### [Work instructions]
Your answer should be the complete data, copied exactly.

### [Exercise material]

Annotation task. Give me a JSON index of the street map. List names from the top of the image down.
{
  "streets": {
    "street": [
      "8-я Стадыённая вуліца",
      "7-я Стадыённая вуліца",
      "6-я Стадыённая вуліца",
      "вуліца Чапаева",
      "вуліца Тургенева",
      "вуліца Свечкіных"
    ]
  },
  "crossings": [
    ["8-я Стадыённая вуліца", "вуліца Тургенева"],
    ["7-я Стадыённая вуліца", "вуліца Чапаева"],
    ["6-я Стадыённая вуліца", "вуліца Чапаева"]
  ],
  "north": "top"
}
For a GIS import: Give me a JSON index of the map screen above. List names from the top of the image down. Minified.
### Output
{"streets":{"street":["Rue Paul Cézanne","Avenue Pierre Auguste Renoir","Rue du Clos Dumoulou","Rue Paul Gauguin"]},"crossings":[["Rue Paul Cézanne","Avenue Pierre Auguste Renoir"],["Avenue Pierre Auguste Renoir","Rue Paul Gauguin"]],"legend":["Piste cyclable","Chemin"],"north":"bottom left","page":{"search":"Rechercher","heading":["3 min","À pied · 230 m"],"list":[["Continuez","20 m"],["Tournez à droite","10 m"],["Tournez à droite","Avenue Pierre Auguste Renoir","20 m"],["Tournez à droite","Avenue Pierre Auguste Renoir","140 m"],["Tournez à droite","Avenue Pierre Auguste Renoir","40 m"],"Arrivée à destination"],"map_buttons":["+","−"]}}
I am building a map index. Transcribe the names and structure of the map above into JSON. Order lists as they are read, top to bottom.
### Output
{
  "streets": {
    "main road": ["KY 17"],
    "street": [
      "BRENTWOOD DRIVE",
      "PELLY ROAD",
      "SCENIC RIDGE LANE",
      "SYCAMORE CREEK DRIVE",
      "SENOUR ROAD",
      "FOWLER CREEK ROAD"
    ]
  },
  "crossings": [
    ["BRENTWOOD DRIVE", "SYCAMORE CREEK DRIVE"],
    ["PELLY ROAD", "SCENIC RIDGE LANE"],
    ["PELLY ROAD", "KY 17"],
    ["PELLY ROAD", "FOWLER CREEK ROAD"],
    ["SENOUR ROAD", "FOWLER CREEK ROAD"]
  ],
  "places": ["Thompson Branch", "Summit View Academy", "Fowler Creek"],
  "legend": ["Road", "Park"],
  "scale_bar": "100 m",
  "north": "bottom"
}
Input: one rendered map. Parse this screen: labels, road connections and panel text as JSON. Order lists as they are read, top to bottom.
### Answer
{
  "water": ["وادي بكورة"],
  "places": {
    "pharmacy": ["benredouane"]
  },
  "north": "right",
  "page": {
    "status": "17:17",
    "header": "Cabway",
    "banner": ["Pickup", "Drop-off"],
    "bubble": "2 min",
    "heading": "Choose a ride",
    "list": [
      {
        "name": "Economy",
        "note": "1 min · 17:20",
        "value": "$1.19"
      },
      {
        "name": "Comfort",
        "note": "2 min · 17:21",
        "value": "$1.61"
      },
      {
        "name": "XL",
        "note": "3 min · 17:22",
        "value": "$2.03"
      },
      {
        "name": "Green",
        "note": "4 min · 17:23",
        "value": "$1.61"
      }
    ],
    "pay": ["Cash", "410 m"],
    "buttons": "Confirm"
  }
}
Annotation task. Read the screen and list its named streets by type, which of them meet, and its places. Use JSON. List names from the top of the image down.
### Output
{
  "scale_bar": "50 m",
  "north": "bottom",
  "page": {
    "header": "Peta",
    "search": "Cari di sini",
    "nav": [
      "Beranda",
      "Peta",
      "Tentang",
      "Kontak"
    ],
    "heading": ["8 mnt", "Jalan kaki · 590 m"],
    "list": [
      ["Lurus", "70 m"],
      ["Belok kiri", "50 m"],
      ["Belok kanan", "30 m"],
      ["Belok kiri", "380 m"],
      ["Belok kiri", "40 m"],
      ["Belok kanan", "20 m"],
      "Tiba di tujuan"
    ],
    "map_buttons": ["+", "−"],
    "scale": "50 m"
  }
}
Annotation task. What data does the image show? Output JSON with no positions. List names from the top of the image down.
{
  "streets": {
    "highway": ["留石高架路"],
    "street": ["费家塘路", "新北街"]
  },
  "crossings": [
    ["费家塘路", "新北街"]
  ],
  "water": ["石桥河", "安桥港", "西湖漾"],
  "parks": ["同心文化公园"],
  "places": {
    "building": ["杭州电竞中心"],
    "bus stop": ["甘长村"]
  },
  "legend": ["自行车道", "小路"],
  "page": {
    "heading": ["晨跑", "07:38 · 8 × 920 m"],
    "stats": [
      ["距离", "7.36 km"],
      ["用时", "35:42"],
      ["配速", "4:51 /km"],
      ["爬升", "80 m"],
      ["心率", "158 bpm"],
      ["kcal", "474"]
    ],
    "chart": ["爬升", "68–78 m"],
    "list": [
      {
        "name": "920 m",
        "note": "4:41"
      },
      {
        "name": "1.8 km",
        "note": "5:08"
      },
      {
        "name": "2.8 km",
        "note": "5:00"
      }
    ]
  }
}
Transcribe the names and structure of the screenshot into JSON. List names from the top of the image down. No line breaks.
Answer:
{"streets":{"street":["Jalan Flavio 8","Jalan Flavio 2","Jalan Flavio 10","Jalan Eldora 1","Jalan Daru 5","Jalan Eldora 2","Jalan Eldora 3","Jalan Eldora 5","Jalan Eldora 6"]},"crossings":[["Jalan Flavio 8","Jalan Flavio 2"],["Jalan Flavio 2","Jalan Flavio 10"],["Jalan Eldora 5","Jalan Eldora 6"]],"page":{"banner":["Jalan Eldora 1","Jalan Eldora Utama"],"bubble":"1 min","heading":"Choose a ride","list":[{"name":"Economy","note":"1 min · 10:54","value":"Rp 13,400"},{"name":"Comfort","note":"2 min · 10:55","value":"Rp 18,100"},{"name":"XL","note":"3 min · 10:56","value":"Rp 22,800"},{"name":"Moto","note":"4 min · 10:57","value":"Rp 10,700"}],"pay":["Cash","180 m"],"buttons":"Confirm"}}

### [Result for this task]
Annotation task. Give me a JSON index of the street map. List names from the top of the image down.
{
  "streets": {
    "street": [
      "8-я Стадыённая вуліца",
      "7-я Стадыённая вуліца",
      "6-я Стадыённая вуліца",
      "вуліца Чапаева",
      "вуліца Тургенева",
      "вуліца Свечкіных"
    ]
  },
  "crossings": [
    ["8-я Стадыённая вуліца", "вуліца Тургенева"],
    ["7-я Стадыённая вуліца", "вуліца Чапаева"],
    ["6-я Стадыённая вуліца", "вуліца Чапаева"]
  ],
  "north": "top"
}
For a GIS import: Give me a JSON index of the map screen above. List names from the top of the image down. Minified.
### Output
{"streets":{"street":["Rue Paul Cézanne","Avenue Pierre Auguste Renoir","Rue du Clos Dumoulou","Rue Paul Gauguin"]},"crossings":[["Rue Paul Cézanne","Avenue Pierre Auguste Renoir"],["Avenue Pierre Auguste Renoir","Rue Paul Gauguin"]],"legend":["Piste cyclable","Chemin"],"north":"bottom left","page":{"search":"Rechercher","heading":["3 min","À pied · 230 m"],"list":[["Continuez","20 m"],["Tournez à droite","10 m"],["Tournez à droite","Avenue Pierre Auguste Renoir","20 m"],["Tournez à droite","Avenue Pierre Auguste Renoir","140 m"],["Tournez à droite","Avenue Pierre Auguste Renoir","40 m"],"Arrivée à destination"],"map_buttons":["+","−"]}}
I am building a map index. Transcribe the names and structure of the map above into JSON. Order lists as they are read, top to bottom.
### Output
{
  "streets": {
    "main road": ["KY 17"],
    "street": [
      "BRENTWOOD DRIVE",
      "PELLY ROAD",
      "SCENIC RIDGE LANE",
      "SYCAMORE CREEK DRIVE",
      "SENOUR ROAD",
      "FOWLER CREEK ROAD"
    ]
  },
  "crossings": [
    ["BRENTWOOD DRIVE", "SYCAMORE CREEK DRIVE"],
    ["PELLY ROAD", "SCENIC RIDGE LANE"],
    ["PELLY ROAD", "KY 17"],
    ["PELLY ROAD", "FOWLER CREEK ROAD"],
    ["SENOUR ROAD", "FOWLER CREEK ROAD"]
  ],
  "places": ["Thompson Branch", "Summit View Academy", "Fowler Creek"],
  "legend": ["Road", "Park"],
  "scale_bar": "100 m",
  "north": "bottom"
}
Input: one rendered map. Parse this screen: labels, road connections and panel text as JSON. Order lists as they are read, top to bottom.
### Answer
{
  "water": ["وادي بكورة"],
  "places": {
    "pharmacy": ["benredouane"]
  },
  "north": "right",
  "page": {
    "status": "17:17",
    "header": "Cabway",
    "banner": ["Pickup", "Drop-off"],
    "bubble": "2 min",
    "heading": "Choose a ride",
    "list": [
      {
        "name": "Economy",
        "note": "1 min · 17:20",
        "value": "$1.19"
      },
      {
        "name": "Comfort",
        "note": "2 min · 17:21",
        "value": "$1.61"
      },
      {
        "name": "XL",
        "note": "3 min · 17:22",
        "value": "$2.03"
      },
      {
        "name": "Green",
        "note": "4 min · 17:23",
        "value": "$1.61"
      }
    ],
    "pay": ["Cash", "410 m"],
    "buttons": "Confirm"
  }
}
Annotation task. Read the screen and list its named streets by type, which of them meet, and its places. Use JSON. List names from the top of the image down.
### Output
{
  "scale_bar": "50 m",
  "north": "bottom",
  "page": {
    "header": "Peta",
    "search": "Cari di sini",
    "nav": [
      "Beranda",
      "Peta",
      "Tentang",
      "Kontak"
    ],
    "heading": ["8 mnt", "Jalan kaki · 590 m"],
    "list": [
      ["Lurus", "70 m"],
      ["Belok kiri", "50 m"],
      ["Belok kanan", "30 m"],
      ["Belok kiri", "380 m"],
      ["Belok kiri", "40 m"],
      ["Belok kanan", "20 m"],
      "Tiba di tujuan"
    ],
    "map_buttons": ["+", "−"],
    "scale": "50 m"
  }
}
Annotation task. What data does the image show? Output JSON with no positions. List names from the top of the image down.
{
  "streets": {
    "highway": ["留石高架路"],
    "street": ["费家塘路", "新北街"]
  },
  "crossings": [
    ["费家塘路", "新北街"]
  ],
  "water": ["石桥河", "安桥港", "西湖漾"],
  "parks": ["同心文化公园"],
  "places": {
    "building": ["杭州电竞中心"],
    "bus stop": ["甘长村"]
  },
  "legend": ["自行车道", "小路"],
  "page": {
    "heading": ["晨跑", "07:38 · 8 × 920 m"],
    "stats": [
      ["距离", "7.36 km"],
      ["用时", "35:42"],
      ["配速", "4:51 /km"],
      ["爬升", "80 m"],
      ["心率", "158 bpm"],
      ["kcal", "474"]
    ],
    "chart": ["爬升", "68–78 m"],
    "list": [
      {
        "name": "920 m",
        "note": "4:41"
      },
      {
        "name": "1.8 km",
        "note": "5:08"
      },
      {
        "name": "2.8 km",
        "note": "5:00"
      }
    ]
  }
}
Transcribe the names and structure of the screenshot into JSON. List names from the top of the image down. No line breaks.
Answer:
{"streets":{"street":["Jalan Flavio 8","Jalan Flavio 2","Jalan Flavio 10","Jalan Eldora 1","Jalan Daru 5","Jalan Eldora 2","Jalan Eldora 3","Jalan Eldora 5","Jalan Eldora 6"]},"crossings":[["Jalan Flavio 8","Jalan Flavio 2"],["Jalan Flavio 2","Jalan Flavio 10"],["Jalan Eldora 5","Jalan Eldora 6"]],"page":{"banner":["Jalan Eldora 1","Jalan Eldora Utama"],"bubble":"1 min","heading":"Choose a ride","list":[{"name":"Economy","note":"1 min · 10:54","value":"Rp 13,400"},{"name":"Comfort","note":"2 min · 10:55","value":"Rp 18,100"},{"name":"XL","note":"3 min · 10:56","value":"Rp 22,800"},{"name":"Moto","note":"4 min · 10:57","value":"Rp 10,700"}],"pay":["Cash","180 m"],"buttons":"Confirm"}}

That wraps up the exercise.